Milli Eğitim Bakanlığının 2025 Ağustos İhtiyaç ve Norm Kadro Fazlası Öğretmenlerin Yer Değiştirme Duyurusu kapsamında, norm kadro fazlası öğretmenlerin resen atamaları yapılmaktadır. Eğitim-Bir-Sen olarak söz konusu işlemlerin norm kadro güncellemeleri yapılmadan gerçekleştirilmesinin sakıncalarını Milli Eğitim Bakanlığına yazı ile bildirmiştik. Bu işlemin yeni mağduriyetlere ve haksız uygulamalara kapı aralayacağı yönündeki uyarılarımız dikkate alınmayarak resen atama işlemleri başlatıldı. Atamalar neticesinde mağdur olan üyelerimiz adına yetkili idari mahkemelerde iptal davası açıyoruz.”

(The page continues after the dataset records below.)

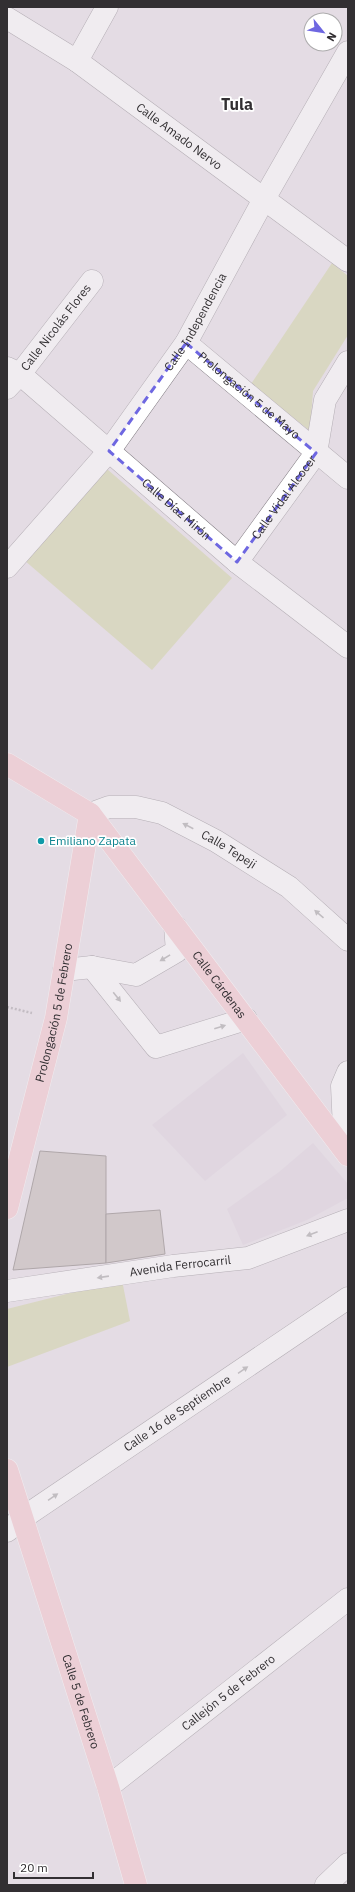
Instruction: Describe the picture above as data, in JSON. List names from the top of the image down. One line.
{"streets":{"main road":["Calle Cárdenas","Prolongación 5 de Febrero","Calle 5 de Febrero"],"street":["Calle Amado Nervo","Calle Independencia","Calle Nicolás Flores","Prolongación 5 de Mayo","Calle Vidal Alcocer","Calle Díaz Mirón","Calle Tepeji","Avenida Ferrocarril","Calle 16 de Septiembre","Callejón 5 de Febrero"]},"crossings":[["Calle Amado Nervo","Calle Independencia"],["Calle Independencia","Prolongación 5 de Mayo"],["Calle Independencia","Calle Díaz Mirón"],["Calle Nicolás Flores","Calle Díaz Mirón"],["Prolongación 5 de Mayo","Calle Vidal Alcocer"],["Calle Vidal Alcocer","Calle Díaz Mirón"],["Calle Tepeji","Calle Cárdenas"],["Calle Tepeji","Prolongación 5 de Febrero"],["Calle Cárdenas","Prolongación 5 de Febrero"],["Calle 16 de Septiembre","Calle 5 de Febrero"],["Callejón 5 de Febrero","Calle 5 de Febrero"]],"one_way":["Calle Tepeji","Avenida Ferrocarril","Calle 16 de Septiembre"],"districts":["Tula"],"places":["Emiliano Zapata"],"scale_bar":"20 m","north":"bottom right"}
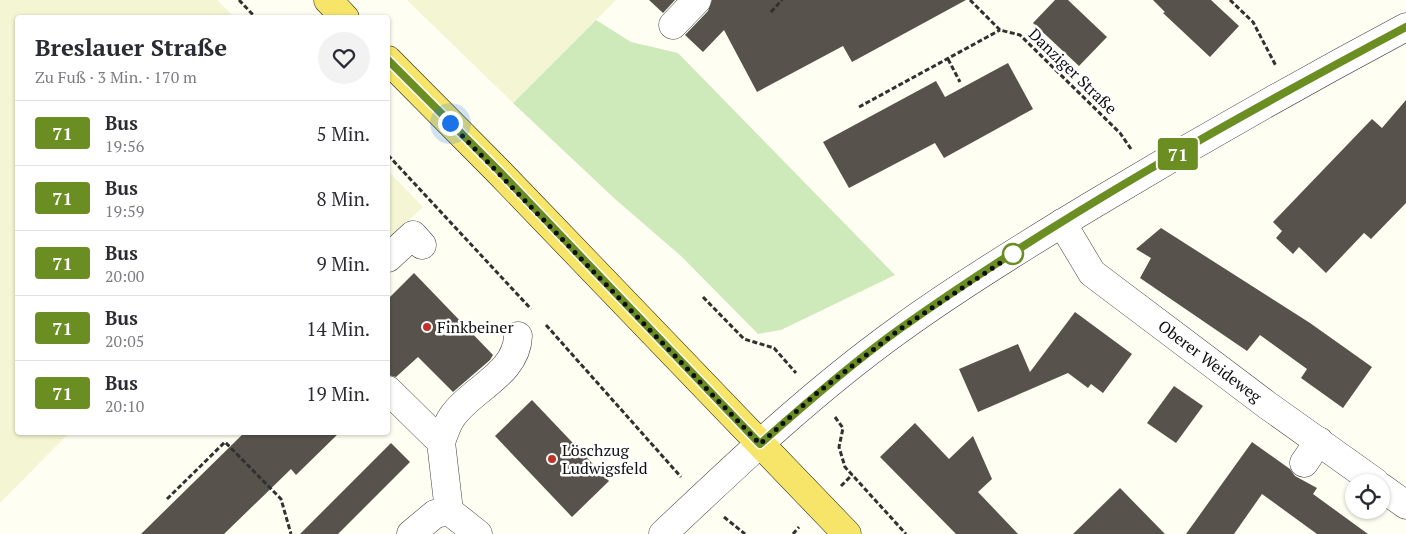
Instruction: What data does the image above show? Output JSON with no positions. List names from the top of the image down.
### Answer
{
  "streets": {
    "street": ["Oberer Weideweg"],
    "path": ["Danziger Straße"]
  },
  "places": ["Finkbeiner", "Löschzug Ludwigsfeld"],
  "lines": ["bus line 71"],
  "page": {
    "on_map": "71",
    "heading": ["Breslauer Straße", "Zu Fuß · 3 Min. · 170 m"],
    "list": [
      {
        "mark": "71",
        "name": "Bus",
        "note": "19:56",
        "value": "5 Min."
      },
      {
        "mark": "71",
        "name": "Bus",
        "note": "19:59",
        "value": "8 Min."
      },
      {
        "mark": "71",
        "name": "Bus",
        "note": "20:00",
        "value": "9 Min."
      },
      {
        "mark": "71",
        "name": "Bus",
        "note": "20:05",
        "value": "14 Min."
      },
      {
        "mark": "71",
        "name": "Bus",
        "note": "20:10",
        "value": "19 Min."
      }
    ]
  }
}
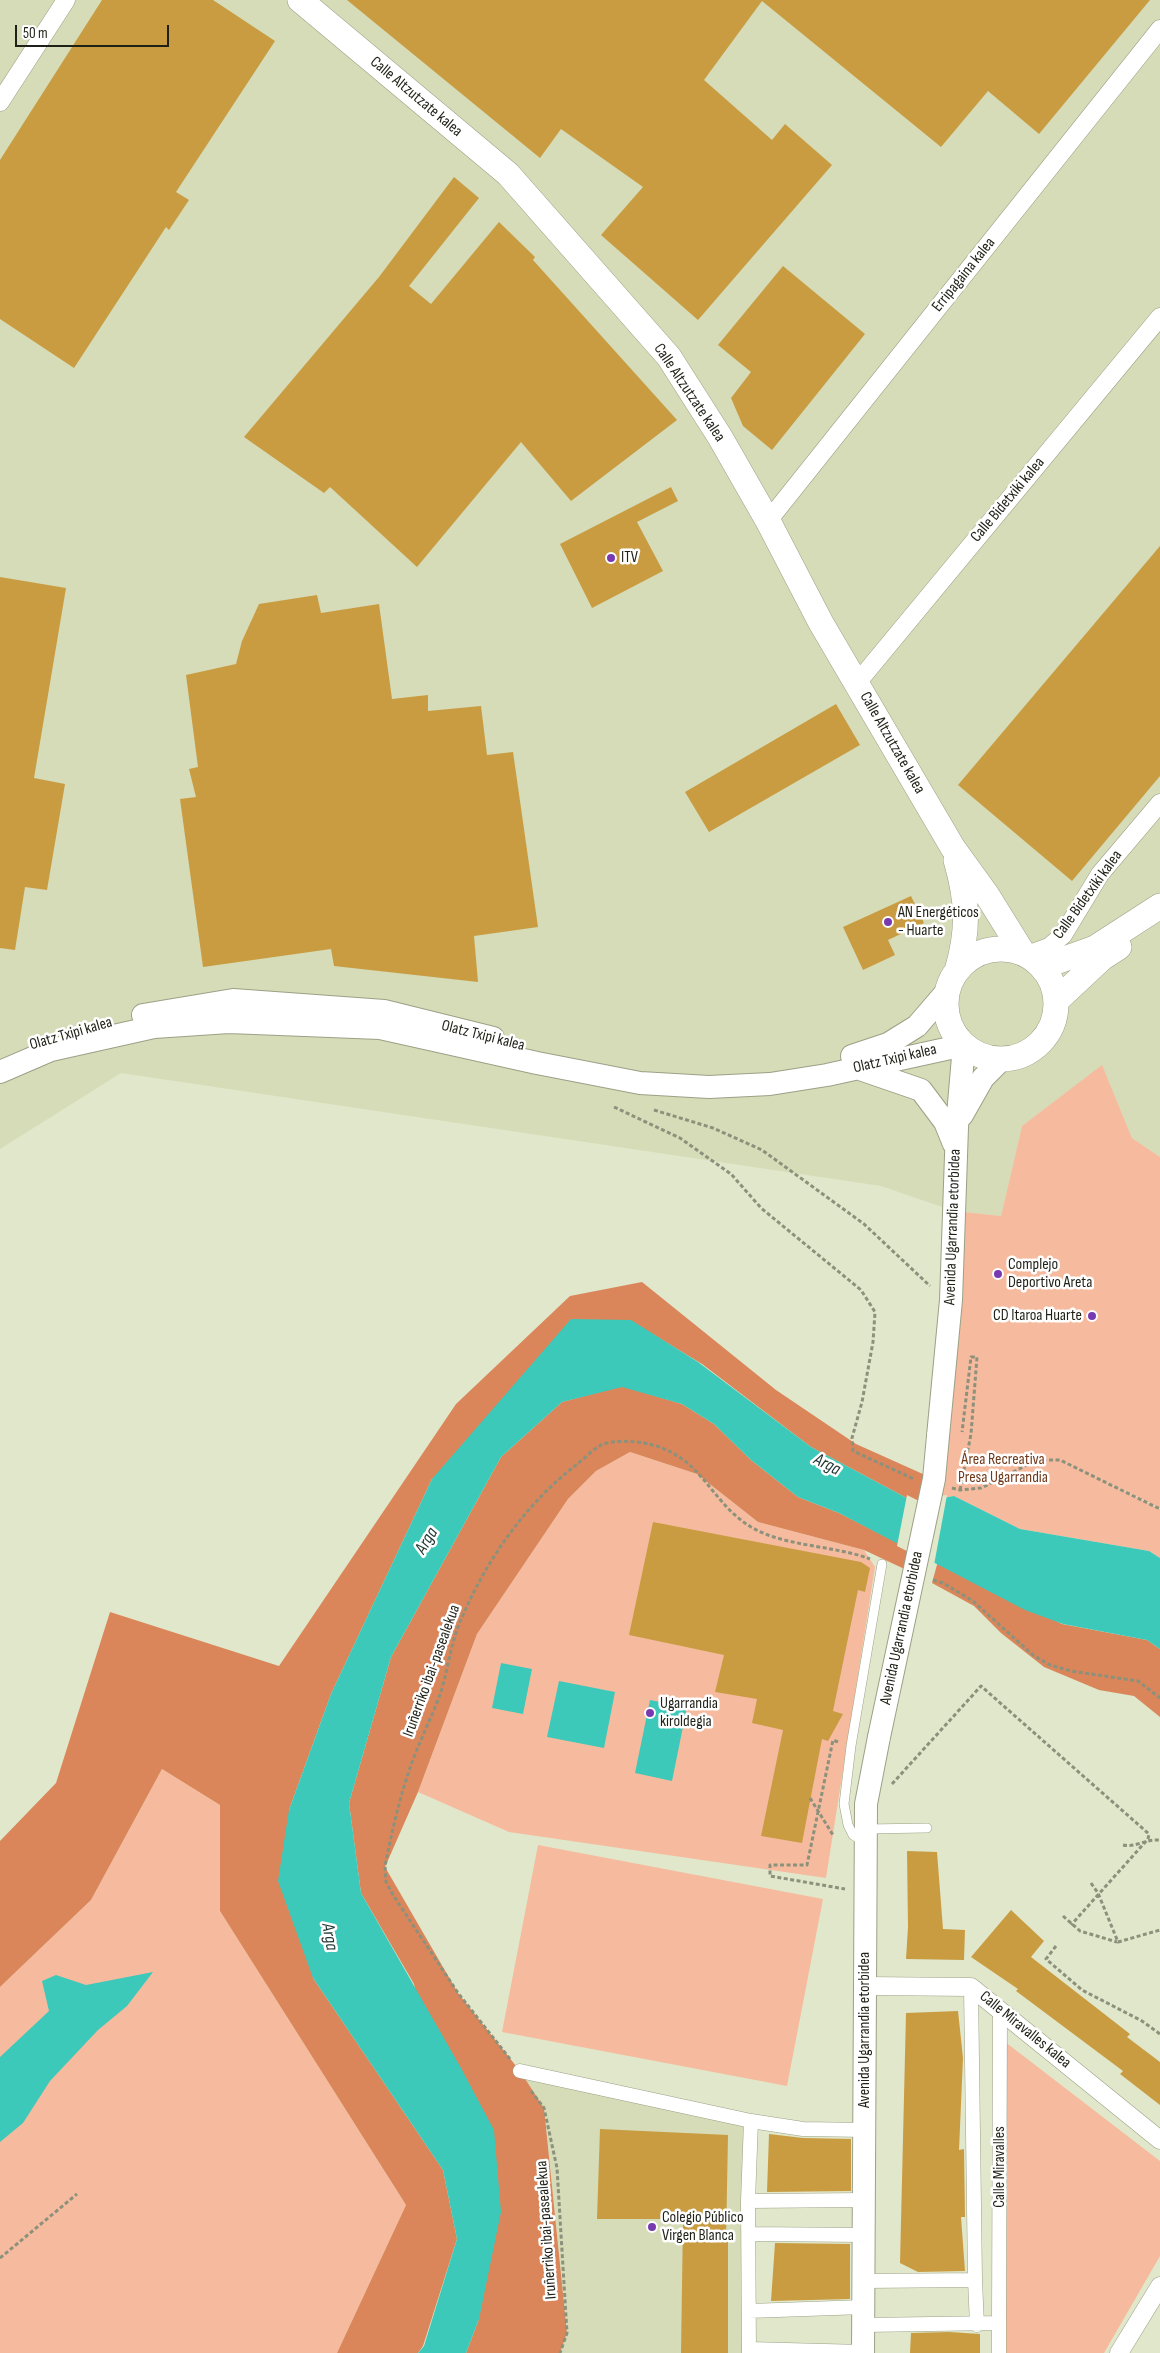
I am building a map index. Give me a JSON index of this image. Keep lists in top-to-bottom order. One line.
{"streets":{"main road":["Calle Altzutzate kalea"],"street":["Erripagaina kalea","Calle Bidetxiki kalea","Olatz Txipi kalea","Avenida Ugarrandia etorbidea","Calle Miravalles kalea","Calle Miravalles"],"path":["Iruñerriko ibai-pasealekua"]},"crossings":[["Calle Altzutzate kalea","Erripagaina kalea"],["Calle Altzutzate kalea","Calle Bidetxiki kalea"],["Calle Bidetxiki kalea","Olatz Txipi kalea"],["Calle Bidetxiki kalea","Avenida Ugarrandia etorbidea"],["Olatz Txipi kalea","Avenida Ugarrandia etorbidea"],["Avenida Ugarrandia etorbidea","Iruñerriko ibai-pasealekua"],["Avenida Ugarrandia etorbidea","Calle Miravalles kalea"],["Calle Miravalles kalea","Calle Miravalles"]],"water":["Arga"],"parks":["Área Recreativa Presa Ugarrandia"],"places":["ITV","AN Energéticos - Huarte","Complejo Deportivo Areta","CD Itaroa Huarte","Ugarrandia kiroldegia","Colegio Público Virgen Blanca"],"scale_bar":"50 m"}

“Bu itibarla eğitim kurumlarındaki öğrenci sayılarının ve seçmeli derslerin seçimlerinin netleşmesi beklenmeden ihtiyaç ve norm kadro fazlası tespiti yapılmaması ve resen atama sürecinin Ekim ayının sonuna ertelenmesi; mevcut resen atamaların iptali gerekmektedir.”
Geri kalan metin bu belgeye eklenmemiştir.